Day 4:
I. Last Time:
A. Finished History:
Technological evolution:
Vacuum Tubes -> Transistors -> Integrated Circuits
(SSI, MSI, LSI, VLSI)
B. Hardware Component view:
CPU - Central Processing Unit:
ALU - Arithmatic and Logic
Datapath
Registers
Control
Talking to the Computer:
Input: Mouse, Keyboard
Output: Monitor, Printer, Blinky Lights
(I/O: Network, Modem, etc.)
Memory/Storage:
Random Access: "RAM" & "Cache" - Temporary "Volatile"

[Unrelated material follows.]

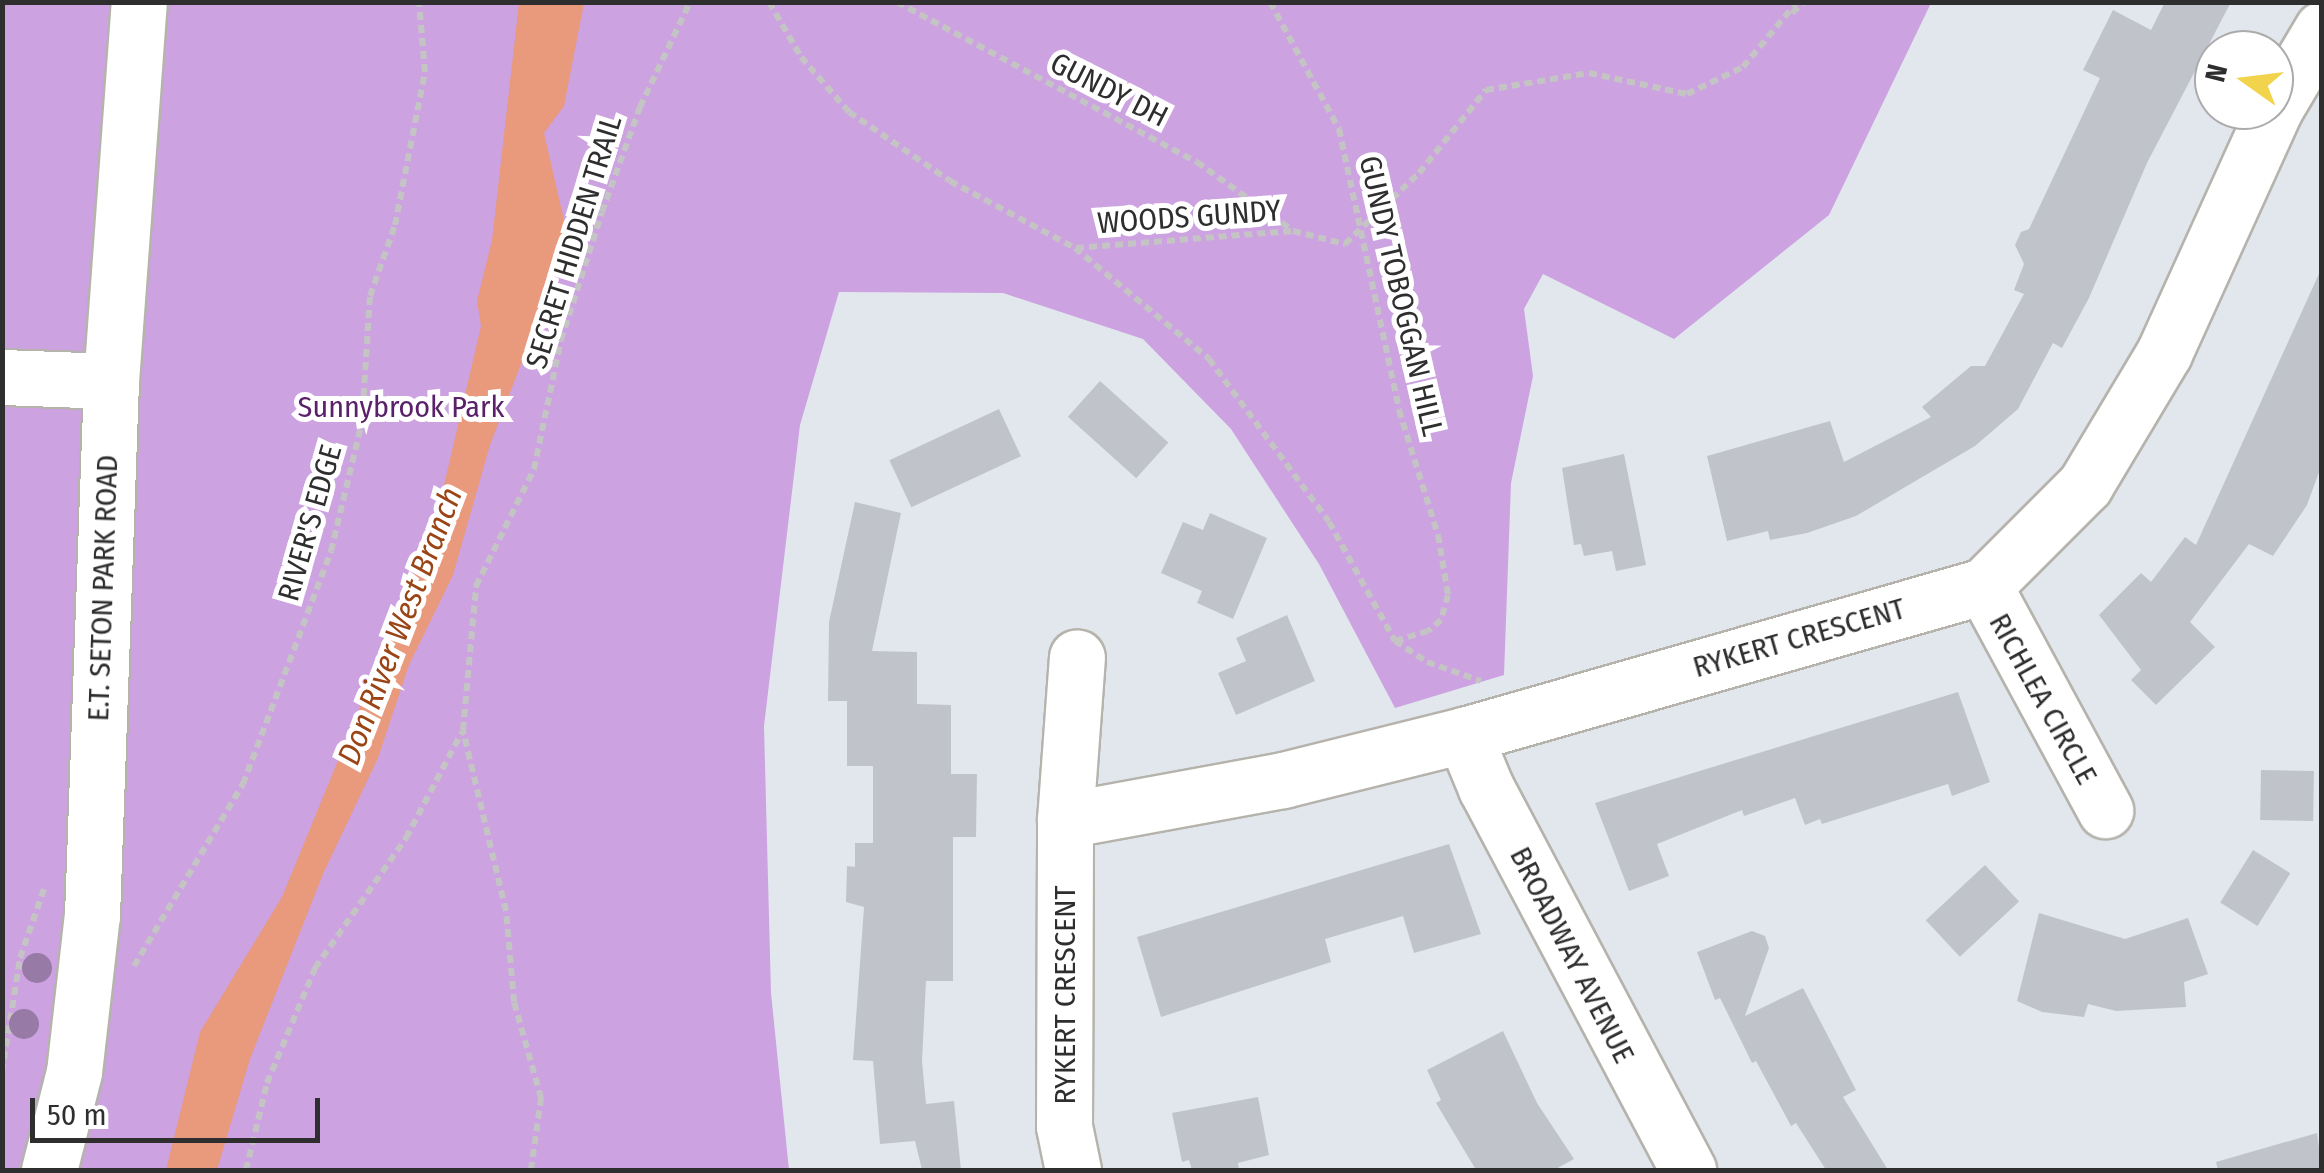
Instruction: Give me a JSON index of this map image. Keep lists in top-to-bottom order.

storage Fast/Memory Hierarchy
Non-Random Access (Sequential): Disks, HDs, CDs, Tapes
- Non-Volatile Storage Slow/Mechanical
C. Software Hierarchy & Components
Hardware -> OS -> User Apps
D. Apps used by programmers:
Source File -> (Compiler) -> ASM File (ASM Lang) -> (Assembler) ->
Object File (Machine Lang) -> (Linker) -> Executable -> (Loader (OS)) ->
Running Program
II. New Stuff:
A. All you want to know about assembly
Why know/understand ASM:
1. Can be smaller / Faster
2. Sometimes nesc. to work with hardware
3. Can sometimes better utilize Processors by using an
instruction which the compiler would not.
4. On Some Processors, a compiler isn't available yet. (New design)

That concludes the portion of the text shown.